Break-Down Your Motions

  When studying/practicing technique's (whether new or known), those technique's should be reduced to their component pieces and procedure of application. Student's very often get transfixed (if not mesmerized) by the finishing position of a given technique.
  If the initial and subsequent follow-up motions of a technique are done incorrectly (or even sloppily) that technique has a greater potential of failure. Each of the individually involved motions (of the technique) need to be understood by the user.
  What I often encounter (when evaluating a student's performance of a technique), is that the student is (mainly) concerned with the motion's ending being in the desired position. How it gets to that position is (actually) the more important issue.
  As an example, the performance of an “Outside Forearm Strike” (some refer to this as an “Outside Block”). To the casual observer, the arm's motion (beginning from the tori's side) crosses the tori's body (low) and raises, crossing (back) across the tori's (upper) body until it is vertical (and in-line with it's relative shoulder). For many beginning student's, that's the end of this motion's instruction. There may be some further clarification as to “hand position” (palm-in or palm-out), but generally, this is how student's are told that one “blocks” a strike (that's intending to plow through your head).
  It isn't going to happen that way. But that's what they're told. And even after having experienced that it doesn't happen that way. Those same individual's will continue to tell other (if not their own) student's, to perform that motion exactly the same way that they were told to.

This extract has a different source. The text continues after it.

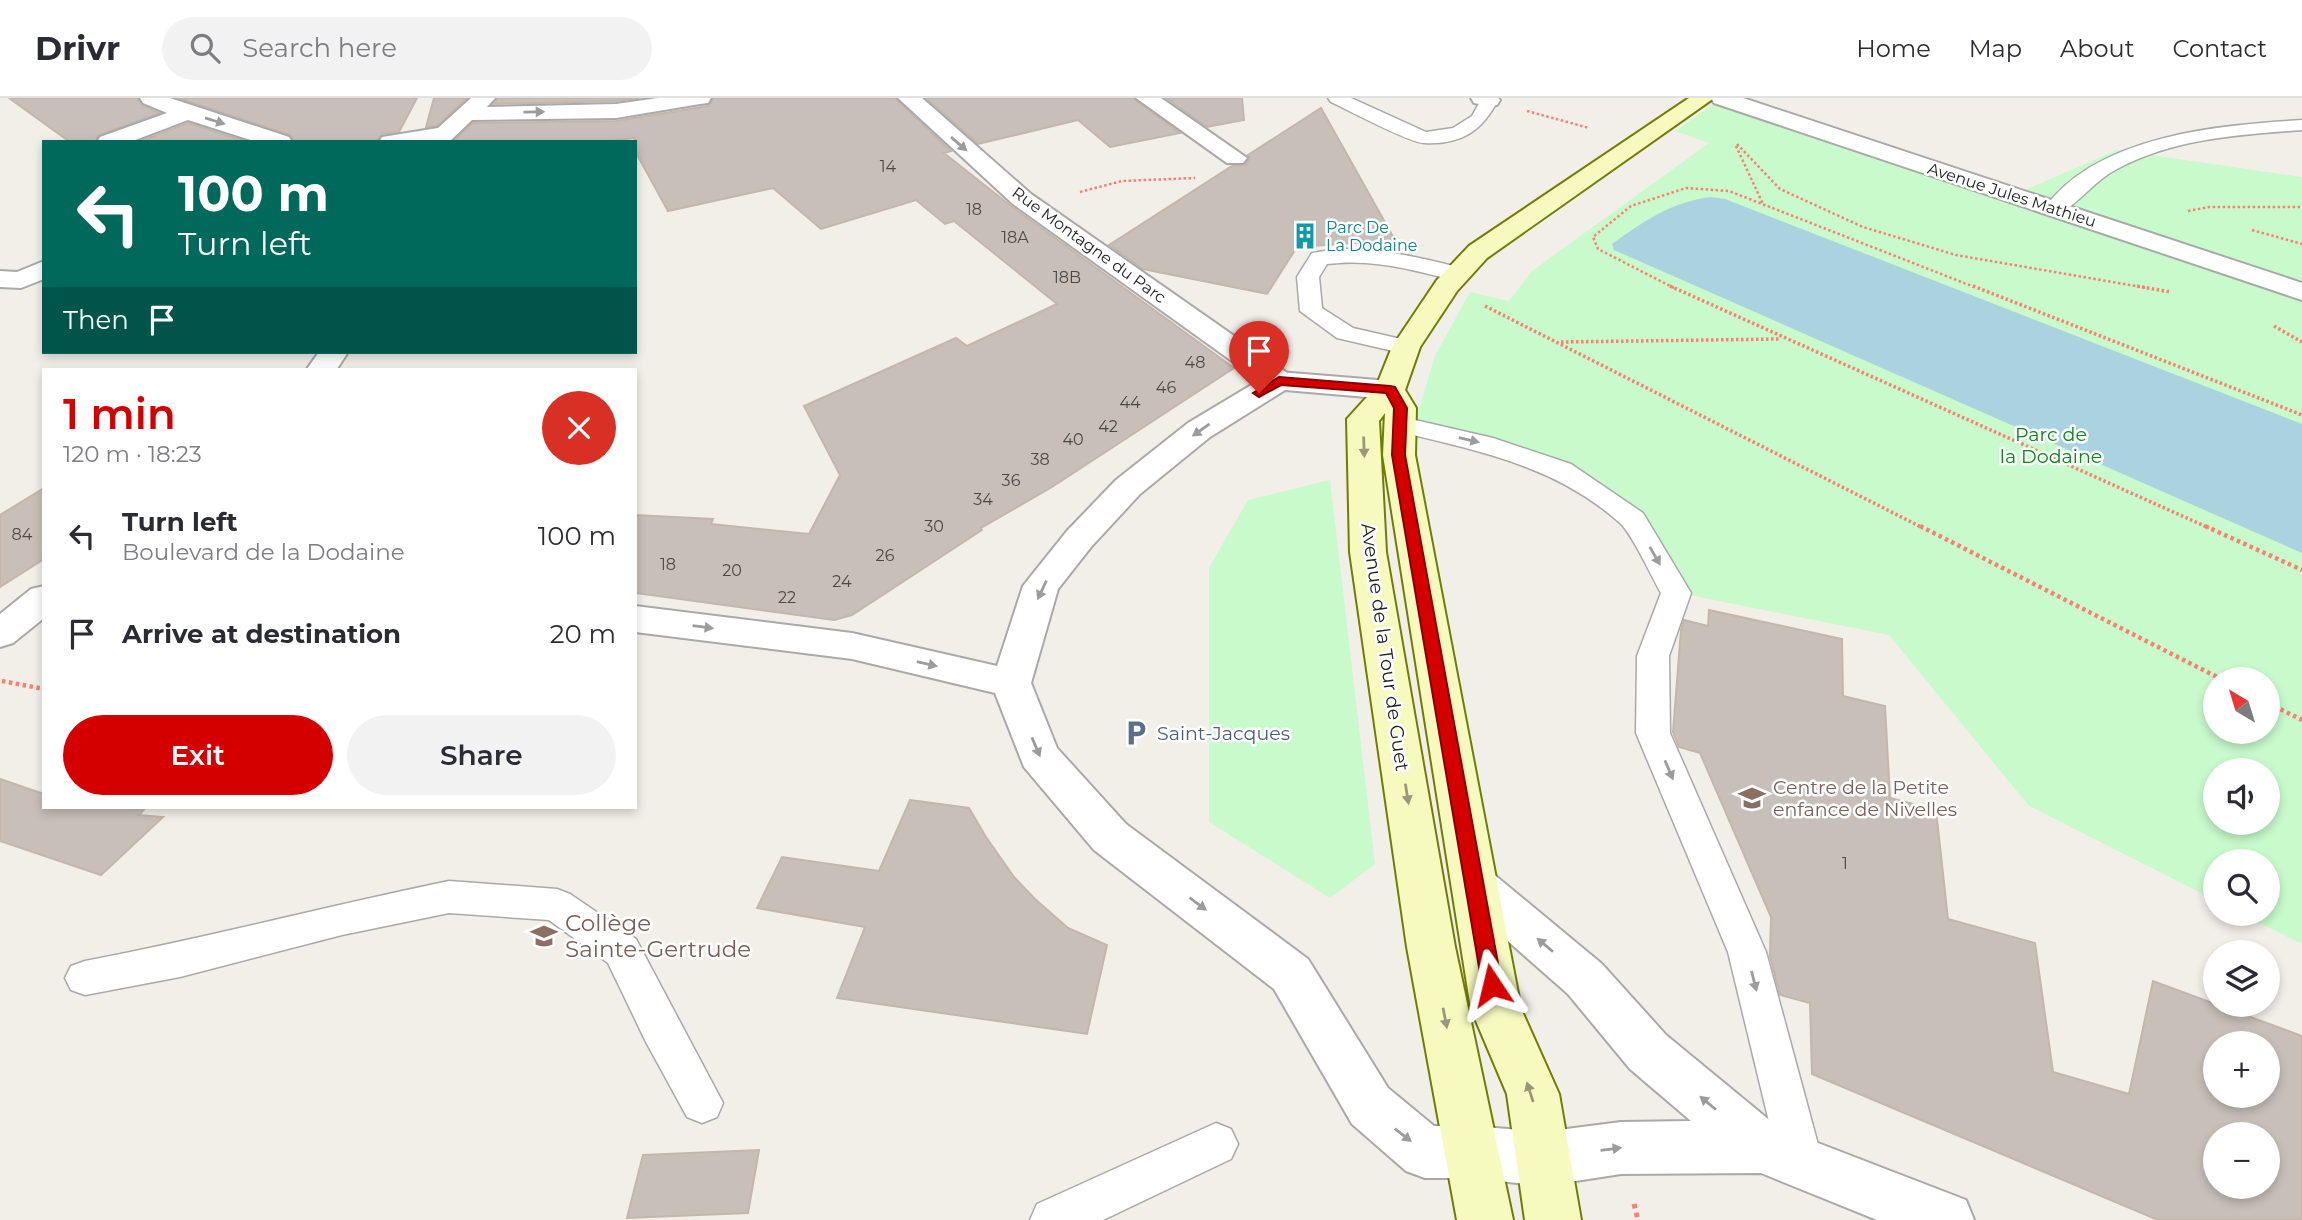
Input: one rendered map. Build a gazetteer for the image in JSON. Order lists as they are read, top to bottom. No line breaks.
{"streets":{"main road":["Avenue de la Tour de Guet"],"street":["Avenue Jules Mathieu","Rue Montagne du Parc"]},"one_way":["Rue Montagne du Parc"],"parks":["Parc de la Dodaine"],"places":{"building":["Parc De La Dodaine"],"parking":["Saint-Jacques"],"school or university":["Centre de la Petite enfance de Nivelles","Collège Sainte-Gertrude"]},"house_numbers":["14","18","18A","18B","48","46","44","42","40","38","36","34","30","84","26","18","20","24","22","1"],"north":"top left","page":{"header":"Drivr","search":"Search here","nav":["Home","Map","About","Contact"],"turn":["100 m","Turn left"],"then":"Then","heading":["1 min","120 m · 18:23"],"list":[{"name":"Turn left","note":"Boulevard de la Dodaine","value":"100 m"},{"name":"Arrive at destination","value":"20 m"}],"map_buttons":["+","−"],"buttons":["Exit","Share"]}}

  There's been a rash of posting's of late about Block's as Strikes and the individual opinion's thereof (both Pro and Con), including one by myself. For the most part, I could give a flying S*&T what anyone else is doing/teaching. I teach that striking an offending limb is more beneficial than simply batting it away. That's not to say that I have a problem with only performing a parry in response to that strike attempt. But, given a choice, I would much prefer to cause damage to that arm with how I execute that response.
  The reason that I restate that position (because I've done so before), has to do with how I teach student's to perform an “Outside Forearm Strike/Block” (what-ever). Arm motions (in general) are always practiced as beginning at the tori's side. This isn't to say they should always begin there, only that this would be the most inconvenient position to have to begin from (any other position would have numerous advantages).
 The first motion made, is moving the hands/forearm's forward. It should be obvious (because the hand can't cross the body until it does so, LOL), but it's these minor details that I'm referencing to.    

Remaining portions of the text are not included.